Once you were slaves to Pharaoh in Egypt and once, for a while, you were free. But now you are masters with burdens more pressing than dressing a desert in perfect triangles of mud. You failed your God when he sent a second flood to make of a people, a Noah and more. What for? Some thanks he got. A pawnshop in the wilderness.

"Let's see something in a god we can pen up and milk." You needed that calf in its 14 carat clothes. But just who were you fooling with the ring in its nose?

Tonight the celebration of the killing of lambs, their blood dried to doorposts, horseradish jam on the table it took you a week to set. At least a week more, 'fore you get your digestion back right. You couldn't leave Egypt if you wanted to tonight.
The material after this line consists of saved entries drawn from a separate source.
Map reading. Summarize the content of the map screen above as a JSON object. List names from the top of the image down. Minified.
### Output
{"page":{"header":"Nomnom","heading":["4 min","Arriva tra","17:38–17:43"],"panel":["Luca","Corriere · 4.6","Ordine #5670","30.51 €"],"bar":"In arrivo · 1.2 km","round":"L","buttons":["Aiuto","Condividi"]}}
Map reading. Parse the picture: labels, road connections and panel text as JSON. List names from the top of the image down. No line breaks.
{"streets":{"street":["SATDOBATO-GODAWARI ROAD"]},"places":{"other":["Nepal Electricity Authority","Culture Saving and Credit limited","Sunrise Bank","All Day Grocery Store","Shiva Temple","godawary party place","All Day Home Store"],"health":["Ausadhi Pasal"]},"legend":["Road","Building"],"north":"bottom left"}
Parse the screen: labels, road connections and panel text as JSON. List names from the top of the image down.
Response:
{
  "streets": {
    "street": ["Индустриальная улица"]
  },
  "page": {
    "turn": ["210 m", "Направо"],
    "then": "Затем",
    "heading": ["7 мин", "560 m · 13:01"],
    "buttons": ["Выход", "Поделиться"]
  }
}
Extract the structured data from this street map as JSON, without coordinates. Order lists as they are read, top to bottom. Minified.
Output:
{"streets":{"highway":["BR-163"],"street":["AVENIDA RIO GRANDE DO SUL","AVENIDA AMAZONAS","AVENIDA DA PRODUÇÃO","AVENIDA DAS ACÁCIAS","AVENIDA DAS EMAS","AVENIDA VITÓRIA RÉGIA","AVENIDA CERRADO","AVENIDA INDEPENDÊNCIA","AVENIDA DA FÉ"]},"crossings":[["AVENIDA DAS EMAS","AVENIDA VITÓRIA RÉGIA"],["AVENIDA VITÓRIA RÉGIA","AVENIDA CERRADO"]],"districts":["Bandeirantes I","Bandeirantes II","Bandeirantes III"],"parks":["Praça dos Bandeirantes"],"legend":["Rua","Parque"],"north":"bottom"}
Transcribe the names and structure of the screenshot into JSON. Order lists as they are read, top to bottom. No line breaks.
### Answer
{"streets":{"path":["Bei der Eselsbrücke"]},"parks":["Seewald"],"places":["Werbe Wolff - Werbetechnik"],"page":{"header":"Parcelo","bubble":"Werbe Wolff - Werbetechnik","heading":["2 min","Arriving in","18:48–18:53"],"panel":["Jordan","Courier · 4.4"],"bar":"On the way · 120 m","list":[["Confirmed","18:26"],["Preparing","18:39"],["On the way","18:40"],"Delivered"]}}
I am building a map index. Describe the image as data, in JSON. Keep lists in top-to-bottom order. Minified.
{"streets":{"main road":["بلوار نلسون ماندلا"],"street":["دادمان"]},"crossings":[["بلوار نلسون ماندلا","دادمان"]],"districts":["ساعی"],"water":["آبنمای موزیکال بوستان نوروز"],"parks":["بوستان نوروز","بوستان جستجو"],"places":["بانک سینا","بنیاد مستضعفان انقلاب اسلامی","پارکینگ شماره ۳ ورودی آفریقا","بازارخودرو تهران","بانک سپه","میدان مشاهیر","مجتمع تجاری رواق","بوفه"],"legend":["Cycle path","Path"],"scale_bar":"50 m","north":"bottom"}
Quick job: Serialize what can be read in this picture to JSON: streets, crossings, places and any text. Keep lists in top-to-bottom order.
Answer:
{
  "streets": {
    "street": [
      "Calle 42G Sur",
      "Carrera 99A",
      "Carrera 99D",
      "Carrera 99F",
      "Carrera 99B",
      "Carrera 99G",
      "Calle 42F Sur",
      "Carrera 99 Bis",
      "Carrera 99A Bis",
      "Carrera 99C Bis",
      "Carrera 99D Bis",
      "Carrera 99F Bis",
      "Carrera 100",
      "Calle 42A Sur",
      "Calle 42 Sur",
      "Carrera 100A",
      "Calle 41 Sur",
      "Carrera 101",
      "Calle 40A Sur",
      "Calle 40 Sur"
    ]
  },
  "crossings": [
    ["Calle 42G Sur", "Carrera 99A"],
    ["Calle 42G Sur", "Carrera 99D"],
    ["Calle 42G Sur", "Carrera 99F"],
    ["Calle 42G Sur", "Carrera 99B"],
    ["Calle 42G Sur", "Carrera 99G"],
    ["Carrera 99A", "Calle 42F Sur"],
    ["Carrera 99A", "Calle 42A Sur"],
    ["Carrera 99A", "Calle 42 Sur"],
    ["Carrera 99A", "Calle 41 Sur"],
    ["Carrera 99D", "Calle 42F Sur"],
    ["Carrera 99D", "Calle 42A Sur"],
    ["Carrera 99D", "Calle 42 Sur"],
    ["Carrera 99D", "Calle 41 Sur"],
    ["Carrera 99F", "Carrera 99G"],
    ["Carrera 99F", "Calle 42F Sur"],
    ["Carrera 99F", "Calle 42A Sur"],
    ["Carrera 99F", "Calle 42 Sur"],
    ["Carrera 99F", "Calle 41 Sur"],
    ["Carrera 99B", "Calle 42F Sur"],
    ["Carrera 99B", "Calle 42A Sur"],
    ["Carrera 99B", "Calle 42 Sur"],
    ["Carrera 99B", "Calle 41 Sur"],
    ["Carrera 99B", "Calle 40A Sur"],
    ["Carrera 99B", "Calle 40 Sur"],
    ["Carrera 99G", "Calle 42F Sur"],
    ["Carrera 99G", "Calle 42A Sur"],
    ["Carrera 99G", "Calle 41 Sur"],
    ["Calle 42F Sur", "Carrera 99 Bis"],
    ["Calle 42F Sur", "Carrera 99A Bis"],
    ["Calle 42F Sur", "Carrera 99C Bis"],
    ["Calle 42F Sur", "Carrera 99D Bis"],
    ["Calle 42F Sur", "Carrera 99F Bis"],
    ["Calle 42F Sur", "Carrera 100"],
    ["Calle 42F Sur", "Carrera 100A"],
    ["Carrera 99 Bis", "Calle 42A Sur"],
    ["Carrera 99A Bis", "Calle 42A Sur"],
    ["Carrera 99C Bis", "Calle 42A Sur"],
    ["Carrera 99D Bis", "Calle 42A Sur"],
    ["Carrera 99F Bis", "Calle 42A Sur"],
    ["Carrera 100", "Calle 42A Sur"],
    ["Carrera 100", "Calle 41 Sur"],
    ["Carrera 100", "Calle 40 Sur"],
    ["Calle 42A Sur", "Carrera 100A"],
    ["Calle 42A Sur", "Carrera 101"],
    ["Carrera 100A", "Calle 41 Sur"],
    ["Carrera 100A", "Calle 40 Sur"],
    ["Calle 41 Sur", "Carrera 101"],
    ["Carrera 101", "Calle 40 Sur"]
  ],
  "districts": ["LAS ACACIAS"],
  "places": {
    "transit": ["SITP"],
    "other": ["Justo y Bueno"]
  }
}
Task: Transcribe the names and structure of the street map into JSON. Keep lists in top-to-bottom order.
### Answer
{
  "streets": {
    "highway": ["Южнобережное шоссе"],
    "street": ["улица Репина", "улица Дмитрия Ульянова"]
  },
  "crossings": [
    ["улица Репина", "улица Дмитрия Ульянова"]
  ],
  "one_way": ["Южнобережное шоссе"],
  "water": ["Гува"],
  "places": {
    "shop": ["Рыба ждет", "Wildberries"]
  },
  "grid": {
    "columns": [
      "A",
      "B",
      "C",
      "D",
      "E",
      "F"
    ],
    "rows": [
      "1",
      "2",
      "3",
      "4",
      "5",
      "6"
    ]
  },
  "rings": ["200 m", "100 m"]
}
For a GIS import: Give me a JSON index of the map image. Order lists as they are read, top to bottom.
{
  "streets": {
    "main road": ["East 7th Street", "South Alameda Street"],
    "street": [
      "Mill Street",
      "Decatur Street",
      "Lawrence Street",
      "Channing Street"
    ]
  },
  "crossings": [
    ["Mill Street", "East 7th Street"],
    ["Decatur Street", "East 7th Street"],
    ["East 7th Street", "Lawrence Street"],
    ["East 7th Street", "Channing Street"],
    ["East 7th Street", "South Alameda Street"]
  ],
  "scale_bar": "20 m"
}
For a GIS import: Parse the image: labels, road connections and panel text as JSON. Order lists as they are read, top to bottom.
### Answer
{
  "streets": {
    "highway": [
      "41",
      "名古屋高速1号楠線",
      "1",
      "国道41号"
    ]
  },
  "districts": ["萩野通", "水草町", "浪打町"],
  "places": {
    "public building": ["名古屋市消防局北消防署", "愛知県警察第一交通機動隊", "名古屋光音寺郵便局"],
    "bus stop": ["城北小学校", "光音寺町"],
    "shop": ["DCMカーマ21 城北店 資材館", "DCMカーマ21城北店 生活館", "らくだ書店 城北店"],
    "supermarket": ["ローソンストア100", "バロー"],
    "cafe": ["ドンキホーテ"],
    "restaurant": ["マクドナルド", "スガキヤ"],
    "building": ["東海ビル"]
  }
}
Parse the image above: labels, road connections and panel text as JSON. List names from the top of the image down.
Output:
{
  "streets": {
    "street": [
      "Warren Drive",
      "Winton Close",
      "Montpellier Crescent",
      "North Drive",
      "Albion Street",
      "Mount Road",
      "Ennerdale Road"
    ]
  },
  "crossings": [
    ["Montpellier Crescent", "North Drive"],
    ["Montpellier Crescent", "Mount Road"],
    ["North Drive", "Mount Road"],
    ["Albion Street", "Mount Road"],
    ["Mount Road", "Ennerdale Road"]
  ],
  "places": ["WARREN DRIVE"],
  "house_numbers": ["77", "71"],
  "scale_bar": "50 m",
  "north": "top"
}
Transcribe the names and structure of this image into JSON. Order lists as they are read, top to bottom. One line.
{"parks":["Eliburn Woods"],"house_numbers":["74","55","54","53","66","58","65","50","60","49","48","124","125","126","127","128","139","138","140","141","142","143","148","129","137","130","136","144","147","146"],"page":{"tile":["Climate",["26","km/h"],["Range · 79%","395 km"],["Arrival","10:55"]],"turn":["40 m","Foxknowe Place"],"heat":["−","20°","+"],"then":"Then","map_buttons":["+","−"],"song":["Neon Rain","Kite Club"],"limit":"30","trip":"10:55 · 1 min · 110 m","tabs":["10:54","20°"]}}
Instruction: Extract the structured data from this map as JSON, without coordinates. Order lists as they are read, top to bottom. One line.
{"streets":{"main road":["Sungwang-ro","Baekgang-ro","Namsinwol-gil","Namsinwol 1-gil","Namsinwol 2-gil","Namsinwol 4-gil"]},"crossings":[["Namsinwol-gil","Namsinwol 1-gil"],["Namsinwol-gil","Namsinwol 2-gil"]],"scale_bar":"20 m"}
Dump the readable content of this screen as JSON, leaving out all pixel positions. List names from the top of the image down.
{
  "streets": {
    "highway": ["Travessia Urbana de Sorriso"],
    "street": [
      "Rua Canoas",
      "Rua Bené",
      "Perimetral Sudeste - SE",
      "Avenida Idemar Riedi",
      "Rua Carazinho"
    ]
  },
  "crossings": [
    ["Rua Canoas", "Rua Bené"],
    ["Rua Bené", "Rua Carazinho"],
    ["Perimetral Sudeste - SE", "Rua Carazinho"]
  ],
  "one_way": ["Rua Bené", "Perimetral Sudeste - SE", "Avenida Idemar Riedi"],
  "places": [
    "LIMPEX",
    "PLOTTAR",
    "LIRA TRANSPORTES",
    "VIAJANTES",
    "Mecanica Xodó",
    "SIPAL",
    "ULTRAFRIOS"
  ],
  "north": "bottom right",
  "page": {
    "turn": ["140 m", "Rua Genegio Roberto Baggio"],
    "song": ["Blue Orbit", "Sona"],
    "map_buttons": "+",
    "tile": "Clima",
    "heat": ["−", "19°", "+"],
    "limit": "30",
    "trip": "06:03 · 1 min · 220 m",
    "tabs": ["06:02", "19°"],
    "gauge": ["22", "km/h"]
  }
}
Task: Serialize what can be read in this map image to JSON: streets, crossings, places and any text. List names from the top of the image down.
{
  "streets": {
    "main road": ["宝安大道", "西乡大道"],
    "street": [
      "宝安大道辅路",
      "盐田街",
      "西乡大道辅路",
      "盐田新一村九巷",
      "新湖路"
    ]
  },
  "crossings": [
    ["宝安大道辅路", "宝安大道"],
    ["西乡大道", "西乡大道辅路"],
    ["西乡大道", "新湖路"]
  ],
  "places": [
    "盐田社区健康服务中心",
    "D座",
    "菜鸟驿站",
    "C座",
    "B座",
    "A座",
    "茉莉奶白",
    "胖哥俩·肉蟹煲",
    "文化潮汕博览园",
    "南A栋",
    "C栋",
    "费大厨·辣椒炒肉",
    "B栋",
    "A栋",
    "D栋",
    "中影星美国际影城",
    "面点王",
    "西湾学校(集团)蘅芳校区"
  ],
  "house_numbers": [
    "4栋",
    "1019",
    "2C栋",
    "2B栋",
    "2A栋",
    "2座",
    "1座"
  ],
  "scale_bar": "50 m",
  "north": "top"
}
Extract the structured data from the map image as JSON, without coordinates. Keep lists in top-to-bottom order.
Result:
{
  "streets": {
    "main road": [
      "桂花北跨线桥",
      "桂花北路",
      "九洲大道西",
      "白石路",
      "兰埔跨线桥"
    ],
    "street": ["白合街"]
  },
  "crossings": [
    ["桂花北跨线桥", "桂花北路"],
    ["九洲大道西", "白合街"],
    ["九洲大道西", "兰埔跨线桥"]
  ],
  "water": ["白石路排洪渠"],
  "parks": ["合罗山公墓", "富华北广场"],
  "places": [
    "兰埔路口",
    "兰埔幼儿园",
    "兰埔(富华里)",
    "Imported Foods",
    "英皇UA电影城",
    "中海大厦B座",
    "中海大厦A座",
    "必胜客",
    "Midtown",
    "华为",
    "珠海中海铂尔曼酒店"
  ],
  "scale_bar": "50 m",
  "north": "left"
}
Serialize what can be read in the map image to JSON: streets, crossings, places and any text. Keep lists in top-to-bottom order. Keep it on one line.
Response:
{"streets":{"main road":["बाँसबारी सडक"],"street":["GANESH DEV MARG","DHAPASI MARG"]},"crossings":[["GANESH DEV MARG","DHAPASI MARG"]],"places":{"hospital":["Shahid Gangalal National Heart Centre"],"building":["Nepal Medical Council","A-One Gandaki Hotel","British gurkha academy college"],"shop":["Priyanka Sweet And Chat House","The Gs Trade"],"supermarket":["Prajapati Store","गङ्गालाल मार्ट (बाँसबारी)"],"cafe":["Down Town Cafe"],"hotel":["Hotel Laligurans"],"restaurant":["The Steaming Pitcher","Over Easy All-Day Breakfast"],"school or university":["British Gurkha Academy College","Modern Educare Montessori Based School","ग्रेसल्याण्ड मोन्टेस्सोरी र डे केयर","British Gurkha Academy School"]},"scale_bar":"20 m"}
When they came to tell me about my son in that dialect that doctors affect the big words snaking past you like bad handwriting, "In cases such as yours," they began, "let's speak frankly, in cases of ... amputation, it is not uncommon to encounter the selfsame itches, burns, ticklishness shooting as before from the direction of the ... amputee." As if nothing had occurred. As if I hadn't heard correctly. As if he were still a part of me.

In cases such as mine, the good news is the area to which the damage has been confined: To my son, and another in every family in the land. An extra place-setting at every household tonight, except for the ones with the blood on the door. What for? A lesson to mothers, drowning slowly in loss? To fathers, who went quicker, strapped to chariots? To horses, perhaps, their eyes bulging back against life, against sea. And all so that you could be free.

Mine is the son unable to ask questions. His is the blood in the libel of generations. His, the wineglass untouched at the table. His, the line that descends from Abel. He will quietly crash your celebrations. he will spike your festival punch with a vague taste of cracked glass. Why on this night do you so carefully spill his blood onto your best china?

Next year in Jerusalem, or Hebron, or Shechem, don't say I didn't warn you when playing the master has shaken and torn your dreams to small sandy pieces. Your God never did sell his property. He only lets leases. So shackle that promised land of yours. Take, as your deed, your birth. But know how much a promise is worth. For once you were promised to me.